_REQUIREMENT_: Where the word "Imagination" shows up in the entries below, please copy the whole line.

§

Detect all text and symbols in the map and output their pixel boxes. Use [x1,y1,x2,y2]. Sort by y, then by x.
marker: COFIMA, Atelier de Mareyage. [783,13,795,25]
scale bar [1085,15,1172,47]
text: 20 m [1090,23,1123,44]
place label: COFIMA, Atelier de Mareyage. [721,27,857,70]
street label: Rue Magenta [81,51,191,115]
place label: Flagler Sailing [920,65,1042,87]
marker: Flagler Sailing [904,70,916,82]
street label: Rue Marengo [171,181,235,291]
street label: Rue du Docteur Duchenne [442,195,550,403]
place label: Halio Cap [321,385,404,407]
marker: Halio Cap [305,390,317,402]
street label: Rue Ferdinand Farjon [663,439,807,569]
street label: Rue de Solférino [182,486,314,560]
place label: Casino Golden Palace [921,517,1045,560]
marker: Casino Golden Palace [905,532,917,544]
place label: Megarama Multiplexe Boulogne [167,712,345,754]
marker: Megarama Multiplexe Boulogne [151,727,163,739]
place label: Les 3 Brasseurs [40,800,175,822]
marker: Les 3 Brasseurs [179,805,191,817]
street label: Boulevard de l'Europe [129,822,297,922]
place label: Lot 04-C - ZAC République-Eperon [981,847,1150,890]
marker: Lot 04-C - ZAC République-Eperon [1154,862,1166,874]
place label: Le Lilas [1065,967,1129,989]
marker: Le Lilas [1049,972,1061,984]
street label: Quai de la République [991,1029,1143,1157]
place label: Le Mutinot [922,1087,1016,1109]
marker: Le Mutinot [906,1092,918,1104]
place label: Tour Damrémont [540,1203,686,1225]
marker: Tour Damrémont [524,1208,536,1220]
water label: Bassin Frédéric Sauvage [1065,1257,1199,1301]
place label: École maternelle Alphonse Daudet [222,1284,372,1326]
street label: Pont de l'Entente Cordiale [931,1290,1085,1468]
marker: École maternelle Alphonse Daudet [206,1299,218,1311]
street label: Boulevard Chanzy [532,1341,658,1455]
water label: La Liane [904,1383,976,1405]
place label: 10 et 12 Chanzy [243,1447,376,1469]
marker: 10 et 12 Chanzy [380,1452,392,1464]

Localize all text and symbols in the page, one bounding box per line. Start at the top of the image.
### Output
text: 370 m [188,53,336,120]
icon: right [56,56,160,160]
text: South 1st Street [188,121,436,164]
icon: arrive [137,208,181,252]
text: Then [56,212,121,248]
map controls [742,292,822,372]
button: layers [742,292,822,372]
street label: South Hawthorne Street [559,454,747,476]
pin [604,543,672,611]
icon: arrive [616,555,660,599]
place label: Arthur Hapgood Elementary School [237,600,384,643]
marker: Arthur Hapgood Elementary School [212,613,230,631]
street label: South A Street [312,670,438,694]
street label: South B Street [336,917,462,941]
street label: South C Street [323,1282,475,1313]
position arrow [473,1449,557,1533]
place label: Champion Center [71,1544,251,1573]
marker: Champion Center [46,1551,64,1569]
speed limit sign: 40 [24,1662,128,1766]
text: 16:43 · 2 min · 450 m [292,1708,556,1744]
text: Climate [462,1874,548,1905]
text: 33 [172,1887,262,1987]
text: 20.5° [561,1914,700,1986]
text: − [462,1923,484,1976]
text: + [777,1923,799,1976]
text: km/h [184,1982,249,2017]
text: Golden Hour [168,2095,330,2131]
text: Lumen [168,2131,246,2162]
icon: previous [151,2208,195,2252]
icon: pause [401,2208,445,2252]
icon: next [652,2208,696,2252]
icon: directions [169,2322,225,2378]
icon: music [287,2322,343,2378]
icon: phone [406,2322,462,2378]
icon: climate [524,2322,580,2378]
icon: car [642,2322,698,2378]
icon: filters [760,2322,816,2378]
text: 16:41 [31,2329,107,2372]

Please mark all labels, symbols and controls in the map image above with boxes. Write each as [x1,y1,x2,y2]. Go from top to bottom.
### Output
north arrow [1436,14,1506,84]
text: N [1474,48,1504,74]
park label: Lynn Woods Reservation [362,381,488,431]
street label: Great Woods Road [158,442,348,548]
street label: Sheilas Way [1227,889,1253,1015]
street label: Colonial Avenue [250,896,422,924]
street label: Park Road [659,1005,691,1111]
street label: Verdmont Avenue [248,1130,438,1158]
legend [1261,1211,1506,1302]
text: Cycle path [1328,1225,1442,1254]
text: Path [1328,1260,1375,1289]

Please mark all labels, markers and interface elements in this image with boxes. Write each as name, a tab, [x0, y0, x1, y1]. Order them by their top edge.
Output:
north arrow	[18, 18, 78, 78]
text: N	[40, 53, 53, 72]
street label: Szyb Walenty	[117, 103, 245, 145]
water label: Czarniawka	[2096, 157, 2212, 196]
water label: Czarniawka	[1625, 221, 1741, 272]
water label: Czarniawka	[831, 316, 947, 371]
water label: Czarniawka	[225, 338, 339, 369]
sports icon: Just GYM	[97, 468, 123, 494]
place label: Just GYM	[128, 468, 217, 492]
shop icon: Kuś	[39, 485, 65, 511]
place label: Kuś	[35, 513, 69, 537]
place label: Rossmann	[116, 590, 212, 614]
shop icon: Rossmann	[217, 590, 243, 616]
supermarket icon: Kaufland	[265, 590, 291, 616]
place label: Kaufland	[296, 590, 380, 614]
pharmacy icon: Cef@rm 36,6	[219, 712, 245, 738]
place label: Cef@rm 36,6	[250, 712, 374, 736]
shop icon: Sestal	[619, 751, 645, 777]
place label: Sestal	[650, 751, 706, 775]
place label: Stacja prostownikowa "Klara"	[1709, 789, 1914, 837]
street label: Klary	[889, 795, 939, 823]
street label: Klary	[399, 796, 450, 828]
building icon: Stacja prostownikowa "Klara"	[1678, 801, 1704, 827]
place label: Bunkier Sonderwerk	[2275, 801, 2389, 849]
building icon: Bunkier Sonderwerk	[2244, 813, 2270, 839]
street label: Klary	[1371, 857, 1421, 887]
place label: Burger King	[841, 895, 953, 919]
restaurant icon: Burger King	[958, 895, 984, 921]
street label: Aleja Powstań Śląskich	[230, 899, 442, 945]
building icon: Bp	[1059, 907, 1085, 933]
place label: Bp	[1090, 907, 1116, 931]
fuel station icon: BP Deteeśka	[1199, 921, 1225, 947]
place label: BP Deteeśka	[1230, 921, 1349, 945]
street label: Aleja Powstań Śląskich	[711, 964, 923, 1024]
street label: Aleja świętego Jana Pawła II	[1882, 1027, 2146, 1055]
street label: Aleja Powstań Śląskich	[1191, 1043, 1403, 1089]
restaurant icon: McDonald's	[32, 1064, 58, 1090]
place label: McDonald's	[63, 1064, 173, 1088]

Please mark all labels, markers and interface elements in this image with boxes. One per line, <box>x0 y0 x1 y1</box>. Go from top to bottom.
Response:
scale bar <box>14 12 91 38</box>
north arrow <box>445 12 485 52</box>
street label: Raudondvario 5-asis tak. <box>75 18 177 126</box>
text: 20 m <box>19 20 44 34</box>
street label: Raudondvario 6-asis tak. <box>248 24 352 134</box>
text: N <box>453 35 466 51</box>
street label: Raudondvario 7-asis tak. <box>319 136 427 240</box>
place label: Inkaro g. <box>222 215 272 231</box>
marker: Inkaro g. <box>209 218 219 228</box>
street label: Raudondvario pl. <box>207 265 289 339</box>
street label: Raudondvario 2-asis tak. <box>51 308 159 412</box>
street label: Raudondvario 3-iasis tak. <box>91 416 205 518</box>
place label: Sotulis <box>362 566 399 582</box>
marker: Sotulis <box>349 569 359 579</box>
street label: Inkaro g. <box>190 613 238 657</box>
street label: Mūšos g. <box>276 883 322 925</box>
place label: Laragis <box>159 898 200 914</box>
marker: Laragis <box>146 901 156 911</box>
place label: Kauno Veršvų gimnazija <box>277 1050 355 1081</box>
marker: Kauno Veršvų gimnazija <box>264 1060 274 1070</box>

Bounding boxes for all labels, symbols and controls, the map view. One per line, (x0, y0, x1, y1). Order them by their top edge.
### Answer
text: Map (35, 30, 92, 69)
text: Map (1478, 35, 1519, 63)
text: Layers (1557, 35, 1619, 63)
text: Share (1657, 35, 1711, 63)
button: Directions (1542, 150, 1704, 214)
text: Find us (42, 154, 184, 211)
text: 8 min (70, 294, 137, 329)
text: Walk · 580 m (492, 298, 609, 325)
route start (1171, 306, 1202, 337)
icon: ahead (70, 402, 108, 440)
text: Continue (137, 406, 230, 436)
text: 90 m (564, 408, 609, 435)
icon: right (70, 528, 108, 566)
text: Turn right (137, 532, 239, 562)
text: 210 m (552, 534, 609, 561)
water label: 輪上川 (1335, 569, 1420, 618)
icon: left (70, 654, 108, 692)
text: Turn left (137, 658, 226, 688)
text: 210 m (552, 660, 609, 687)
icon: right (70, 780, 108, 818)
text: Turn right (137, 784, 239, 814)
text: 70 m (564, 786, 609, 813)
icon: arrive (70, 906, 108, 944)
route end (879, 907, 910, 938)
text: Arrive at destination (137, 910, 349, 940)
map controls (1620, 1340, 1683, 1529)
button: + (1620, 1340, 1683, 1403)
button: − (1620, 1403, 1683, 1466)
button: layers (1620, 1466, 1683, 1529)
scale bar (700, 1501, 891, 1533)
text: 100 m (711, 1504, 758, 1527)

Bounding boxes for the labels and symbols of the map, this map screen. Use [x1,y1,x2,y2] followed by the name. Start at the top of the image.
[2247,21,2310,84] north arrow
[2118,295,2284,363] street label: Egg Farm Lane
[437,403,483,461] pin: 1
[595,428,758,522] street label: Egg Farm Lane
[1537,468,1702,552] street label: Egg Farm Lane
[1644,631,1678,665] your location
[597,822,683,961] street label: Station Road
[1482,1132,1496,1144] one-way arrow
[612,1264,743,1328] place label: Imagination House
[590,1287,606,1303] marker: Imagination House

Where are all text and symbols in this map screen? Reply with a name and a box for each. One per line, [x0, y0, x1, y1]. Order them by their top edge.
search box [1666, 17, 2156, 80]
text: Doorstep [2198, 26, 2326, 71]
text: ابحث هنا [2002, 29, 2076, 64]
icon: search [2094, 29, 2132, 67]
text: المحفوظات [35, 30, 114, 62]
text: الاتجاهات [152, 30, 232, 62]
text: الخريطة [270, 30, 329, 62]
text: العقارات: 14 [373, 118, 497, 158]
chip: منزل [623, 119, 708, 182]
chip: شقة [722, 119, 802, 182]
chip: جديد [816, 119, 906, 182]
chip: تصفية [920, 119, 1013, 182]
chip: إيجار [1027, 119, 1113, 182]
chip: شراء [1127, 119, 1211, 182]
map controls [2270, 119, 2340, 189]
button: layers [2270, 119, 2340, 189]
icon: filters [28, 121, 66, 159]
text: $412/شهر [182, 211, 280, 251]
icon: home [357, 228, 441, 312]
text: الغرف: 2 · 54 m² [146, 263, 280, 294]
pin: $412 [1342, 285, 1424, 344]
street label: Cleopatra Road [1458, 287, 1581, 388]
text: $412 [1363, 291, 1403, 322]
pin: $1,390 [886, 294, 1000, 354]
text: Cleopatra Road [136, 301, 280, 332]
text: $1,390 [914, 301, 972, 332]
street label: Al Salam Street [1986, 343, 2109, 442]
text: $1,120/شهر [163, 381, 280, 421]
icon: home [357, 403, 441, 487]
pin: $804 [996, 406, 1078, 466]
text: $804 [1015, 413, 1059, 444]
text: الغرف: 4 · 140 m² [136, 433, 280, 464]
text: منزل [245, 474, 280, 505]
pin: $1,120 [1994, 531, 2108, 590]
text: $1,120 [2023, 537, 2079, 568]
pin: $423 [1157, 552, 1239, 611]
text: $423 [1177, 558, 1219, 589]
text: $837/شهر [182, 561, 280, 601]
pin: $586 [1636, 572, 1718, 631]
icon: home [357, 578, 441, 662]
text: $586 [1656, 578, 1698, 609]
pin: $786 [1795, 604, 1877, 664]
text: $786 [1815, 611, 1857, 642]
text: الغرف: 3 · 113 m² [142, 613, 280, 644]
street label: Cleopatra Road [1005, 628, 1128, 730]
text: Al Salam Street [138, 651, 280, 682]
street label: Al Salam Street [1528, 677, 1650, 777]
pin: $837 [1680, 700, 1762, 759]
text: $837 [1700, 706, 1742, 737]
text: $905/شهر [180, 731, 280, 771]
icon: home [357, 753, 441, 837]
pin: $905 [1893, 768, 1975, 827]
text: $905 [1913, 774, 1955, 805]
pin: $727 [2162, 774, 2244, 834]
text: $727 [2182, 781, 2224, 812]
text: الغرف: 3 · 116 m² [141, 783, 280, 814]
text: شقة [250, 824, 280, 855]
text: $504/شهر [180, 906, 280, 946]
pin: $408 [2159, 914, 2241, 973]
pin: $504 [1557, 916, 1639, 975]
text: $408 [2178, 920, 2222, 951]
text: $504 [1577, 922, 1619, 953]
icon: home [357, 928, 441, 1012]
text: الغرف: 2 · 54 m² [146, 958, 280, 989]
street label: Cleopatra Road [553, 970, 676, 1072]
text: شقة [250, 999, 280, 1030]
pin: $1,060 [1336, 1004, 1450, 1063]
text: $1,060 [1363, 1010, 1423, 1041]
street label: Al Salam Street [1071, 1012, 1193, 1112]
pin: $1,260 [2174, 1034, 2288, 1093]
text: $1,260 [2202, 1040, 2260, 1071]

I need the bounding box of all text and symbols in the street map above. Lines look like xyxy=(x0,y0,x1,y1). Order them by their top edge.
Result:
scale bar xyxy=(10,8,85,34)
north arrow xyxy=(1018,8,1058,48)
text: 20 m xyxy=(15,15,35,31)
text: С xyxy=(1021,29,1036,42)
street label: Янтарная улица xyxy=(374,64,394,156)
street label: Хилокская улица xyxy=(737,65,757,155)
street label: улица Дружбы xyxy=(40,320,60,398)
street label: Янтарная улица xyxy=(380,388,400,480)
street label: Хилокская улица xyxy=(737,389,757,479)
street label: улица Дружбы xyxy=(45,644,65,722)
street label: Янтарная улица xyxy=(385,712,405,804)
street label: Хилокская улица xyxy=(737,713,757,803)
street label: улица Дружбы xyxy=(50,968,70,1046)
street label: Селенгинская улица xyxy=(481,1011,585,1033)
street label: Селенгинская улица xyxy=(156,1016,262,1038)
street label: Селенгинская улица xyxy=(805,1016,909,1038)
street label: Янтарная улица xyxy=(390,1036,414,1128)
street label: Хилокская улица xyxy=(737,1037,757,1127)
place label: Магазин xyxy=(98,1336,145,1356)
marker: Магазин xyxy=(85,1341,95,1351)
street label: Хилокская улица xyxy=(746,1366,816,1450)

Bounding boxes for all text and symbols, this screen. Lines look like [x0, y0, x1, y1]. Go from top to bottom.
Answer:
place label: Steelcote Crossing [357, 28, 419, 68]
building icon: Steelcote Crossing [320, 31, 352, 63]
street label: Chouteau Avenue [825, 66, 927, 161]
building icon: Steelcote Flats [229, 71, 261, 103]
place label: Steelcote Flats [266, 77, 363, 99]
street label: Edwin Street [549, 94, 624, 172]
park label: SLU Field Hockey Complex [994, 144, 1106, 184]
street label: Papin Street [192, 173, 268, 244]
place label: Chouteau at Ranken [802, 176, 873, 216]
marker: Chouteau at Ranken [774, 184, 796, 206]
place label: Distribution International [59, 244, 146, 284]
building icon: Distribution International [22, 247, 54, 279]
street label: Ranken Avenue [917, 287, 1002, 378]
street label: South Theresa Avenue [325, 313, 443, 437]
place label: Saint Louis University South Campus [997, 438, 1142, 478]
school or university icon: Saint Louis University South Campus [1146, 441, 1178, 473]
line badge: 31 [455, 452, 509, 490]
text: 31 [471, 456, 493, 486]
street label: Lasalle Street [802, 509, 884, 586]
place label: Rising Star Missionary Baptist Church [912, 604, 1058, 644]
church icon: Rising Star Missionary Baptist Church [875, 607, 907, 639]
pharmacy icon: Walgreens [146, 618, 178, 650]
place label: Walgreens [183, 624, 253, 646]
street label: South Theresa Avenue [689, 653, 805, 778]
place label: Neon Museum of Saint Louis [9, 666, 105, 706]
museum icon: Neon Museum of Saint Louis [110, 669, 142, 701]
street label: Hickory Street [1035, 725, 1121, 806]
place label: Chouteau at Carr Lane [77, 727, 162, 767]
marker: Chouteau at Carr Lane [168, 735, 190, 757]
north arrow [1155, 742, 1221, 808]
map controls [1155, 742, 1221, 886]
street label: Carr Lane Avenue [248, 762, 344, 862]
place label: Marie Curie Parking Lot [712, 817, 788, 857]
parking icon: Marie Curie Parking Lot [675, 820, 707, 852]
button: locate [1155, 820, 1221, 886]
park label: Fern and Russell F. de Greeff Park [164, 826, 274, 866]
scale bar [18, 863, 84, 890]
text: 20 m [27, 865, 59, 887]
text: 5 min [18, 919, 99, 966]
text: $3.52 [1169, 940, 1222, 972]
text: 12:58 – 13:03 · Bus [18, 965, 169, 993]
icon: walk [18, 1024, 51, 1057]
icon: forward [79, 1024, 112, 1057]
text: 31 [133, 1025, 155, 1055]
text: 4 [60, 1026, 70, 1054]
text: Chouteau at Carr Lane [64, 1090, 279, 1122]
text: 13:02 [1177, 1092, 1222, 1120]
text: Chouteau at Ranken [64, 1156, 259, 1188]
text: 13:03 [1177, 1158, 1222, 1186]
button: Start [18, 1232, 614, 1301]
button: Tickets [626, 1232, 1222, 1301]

§

_EXERCISE SOLUTION_:
[612,1264,743,1328] place label: Imagination House
[590,1287,606,1303] marker: Imagination House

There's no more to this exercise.